▶ _What to produce_
Please return all lines of the data below containing the string "Толбухина".
##### Supplied data
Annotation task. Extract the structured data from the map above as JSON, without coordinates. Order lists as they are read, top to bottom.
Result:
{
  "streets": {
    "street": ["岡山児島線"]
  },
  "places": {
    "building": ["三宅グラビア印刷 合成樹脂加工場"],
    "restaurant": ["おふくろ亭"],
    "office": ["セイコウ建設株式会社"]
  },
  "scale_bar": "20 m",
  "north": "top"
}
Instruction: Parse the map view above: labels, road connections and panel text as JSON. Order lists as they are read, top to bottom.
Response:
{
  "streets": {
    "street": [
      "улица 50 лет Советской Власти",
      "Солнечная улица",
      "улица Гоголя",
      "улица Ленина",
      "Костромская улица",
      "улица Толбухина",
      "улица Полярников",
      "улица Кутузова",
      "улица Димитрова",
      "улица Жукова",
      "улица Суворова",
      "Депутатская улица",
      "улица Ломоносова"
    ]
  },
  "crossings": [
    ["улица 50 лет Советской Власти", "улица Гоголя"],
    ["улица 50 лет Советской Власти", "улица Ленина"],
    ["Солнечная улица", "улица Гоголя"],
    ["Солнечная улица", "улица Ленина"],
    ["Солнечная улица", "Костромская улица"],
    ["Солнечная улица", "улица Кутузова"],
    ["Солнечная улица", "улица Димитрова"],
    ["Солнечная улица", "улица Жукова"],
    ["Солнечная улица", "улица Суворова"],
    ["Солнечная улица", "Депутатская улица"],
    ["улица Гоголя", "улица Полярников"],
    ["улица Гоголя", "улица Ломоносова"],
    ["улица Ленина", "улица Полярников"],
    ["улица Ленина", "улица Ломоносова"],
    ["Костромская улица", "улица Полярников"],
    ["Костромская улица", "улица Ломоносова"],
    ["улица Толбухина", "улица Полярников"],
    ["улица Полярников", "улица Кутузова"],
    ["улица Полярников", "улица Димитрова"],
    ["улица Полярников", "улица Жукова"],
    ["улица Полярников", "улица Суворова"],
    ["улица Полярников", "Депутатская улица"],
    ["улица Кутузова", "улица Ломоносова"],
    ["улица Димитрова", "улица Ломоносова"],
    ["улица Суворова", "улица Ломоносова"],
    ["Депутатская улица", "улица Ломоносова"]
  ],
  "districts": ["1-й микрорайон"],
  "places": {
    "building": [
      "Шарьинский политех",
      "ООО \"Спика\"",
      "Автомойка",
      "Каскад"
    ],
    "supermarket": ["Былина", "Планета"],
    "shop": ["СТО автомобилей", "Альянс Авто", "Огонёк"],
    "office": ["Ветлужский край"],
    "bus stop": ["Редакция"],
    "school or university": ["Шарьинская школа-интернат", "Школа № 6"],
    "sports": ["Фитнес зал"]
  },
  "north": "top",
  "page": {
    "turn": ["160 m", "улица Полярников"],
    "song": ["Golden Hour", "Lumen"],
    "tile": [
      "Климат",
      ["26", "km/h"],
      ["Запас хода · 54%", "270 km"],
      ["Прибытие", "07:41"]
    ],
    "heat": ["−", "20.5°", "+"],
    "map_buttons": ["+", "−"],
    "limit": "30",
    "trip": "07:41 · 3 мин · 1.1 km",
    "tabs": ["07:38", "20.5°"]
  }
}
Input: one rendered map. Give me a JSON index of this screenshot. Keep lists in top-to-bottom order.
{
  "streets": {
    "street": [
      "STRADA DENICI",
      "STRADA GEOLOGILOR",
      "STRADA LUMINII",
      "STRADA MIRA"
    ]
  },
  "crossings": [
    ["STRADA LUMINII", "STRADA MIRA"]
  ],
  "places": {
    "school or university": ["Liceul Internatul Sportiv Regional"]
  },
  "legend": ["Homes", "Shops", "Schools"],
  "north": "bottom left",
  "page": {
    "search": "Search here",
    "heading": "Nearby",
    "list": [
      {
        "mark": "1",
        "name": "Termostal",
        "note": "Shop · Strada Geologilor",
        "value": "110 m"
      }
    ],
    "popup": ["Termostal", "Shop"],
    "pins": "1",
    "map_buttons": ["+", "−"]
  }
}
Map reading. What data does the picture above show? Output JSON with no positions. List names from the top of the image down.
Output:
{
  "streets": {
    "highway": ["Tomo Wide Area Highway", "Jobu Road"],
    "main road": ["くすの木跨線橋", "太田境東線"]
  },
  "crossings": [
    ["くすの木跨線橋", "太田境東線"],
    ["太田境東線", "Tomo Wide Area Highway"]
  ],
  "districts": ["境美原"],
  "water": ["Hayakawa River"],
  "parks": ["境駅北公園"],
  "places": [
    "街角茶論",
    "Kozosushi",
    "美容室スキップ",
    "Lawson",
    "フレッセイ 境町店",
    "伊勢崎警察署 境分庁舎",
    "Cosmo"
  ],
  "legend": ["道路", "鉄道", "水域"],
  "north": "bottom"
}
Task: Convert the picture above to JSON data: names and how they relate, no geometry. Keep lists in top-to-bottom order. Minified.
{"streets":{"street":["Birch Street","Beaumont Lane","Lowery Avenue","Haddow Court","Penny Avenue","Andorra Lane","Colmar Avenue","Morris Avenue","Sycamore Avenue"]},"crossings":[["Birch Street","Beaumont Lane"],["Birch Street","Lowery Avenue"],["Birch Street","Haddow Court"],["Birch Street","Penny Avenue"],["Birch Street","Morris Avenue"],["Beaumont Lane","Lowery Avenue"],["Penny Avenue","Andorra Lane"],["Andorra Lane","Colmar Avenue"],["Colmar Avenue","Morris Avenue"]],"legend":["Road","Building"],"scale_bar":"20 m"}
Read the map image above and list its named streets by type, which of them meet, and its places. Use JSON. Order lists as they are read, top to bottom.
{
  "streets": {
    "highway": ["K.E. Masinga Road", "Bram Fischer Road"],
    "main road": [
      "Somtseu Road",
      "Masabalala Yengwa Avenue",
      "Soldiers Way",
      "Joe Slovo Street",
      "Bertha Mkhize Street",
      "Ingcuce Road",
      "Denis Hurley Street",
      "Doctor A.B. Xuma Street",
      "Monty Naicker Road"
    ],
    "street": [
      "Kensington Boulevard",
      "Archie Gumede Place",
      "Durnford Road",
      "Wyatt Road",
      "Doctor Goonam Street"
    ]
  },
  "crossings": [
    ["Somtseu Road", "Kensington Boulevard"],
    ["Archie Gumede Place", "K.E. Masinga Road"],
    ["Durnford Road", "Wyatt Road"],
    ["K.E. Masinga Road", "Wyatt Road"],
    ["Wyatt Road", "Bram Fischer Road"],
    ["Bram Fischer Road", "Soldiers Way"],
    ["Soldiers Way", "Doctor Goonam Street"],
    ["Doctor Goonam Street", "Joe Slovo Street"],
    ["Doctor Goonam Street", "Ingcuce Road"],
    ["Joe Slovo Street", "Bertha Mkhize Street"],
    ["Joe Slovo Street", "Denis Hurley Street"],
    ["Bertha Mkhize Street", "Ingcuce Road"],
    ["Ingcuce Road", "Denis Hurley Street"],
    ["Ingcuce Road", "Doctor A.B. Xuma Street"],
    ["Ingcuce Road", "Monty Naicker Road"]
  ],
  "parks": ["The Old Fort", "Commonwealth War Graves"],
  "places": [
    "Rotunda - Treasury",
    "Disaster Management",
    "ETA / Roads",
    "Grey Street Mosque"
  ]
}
##########
▶ _Task output_
      "улица Толбухина",
    ["улица Толбухина", "улица Полярников"],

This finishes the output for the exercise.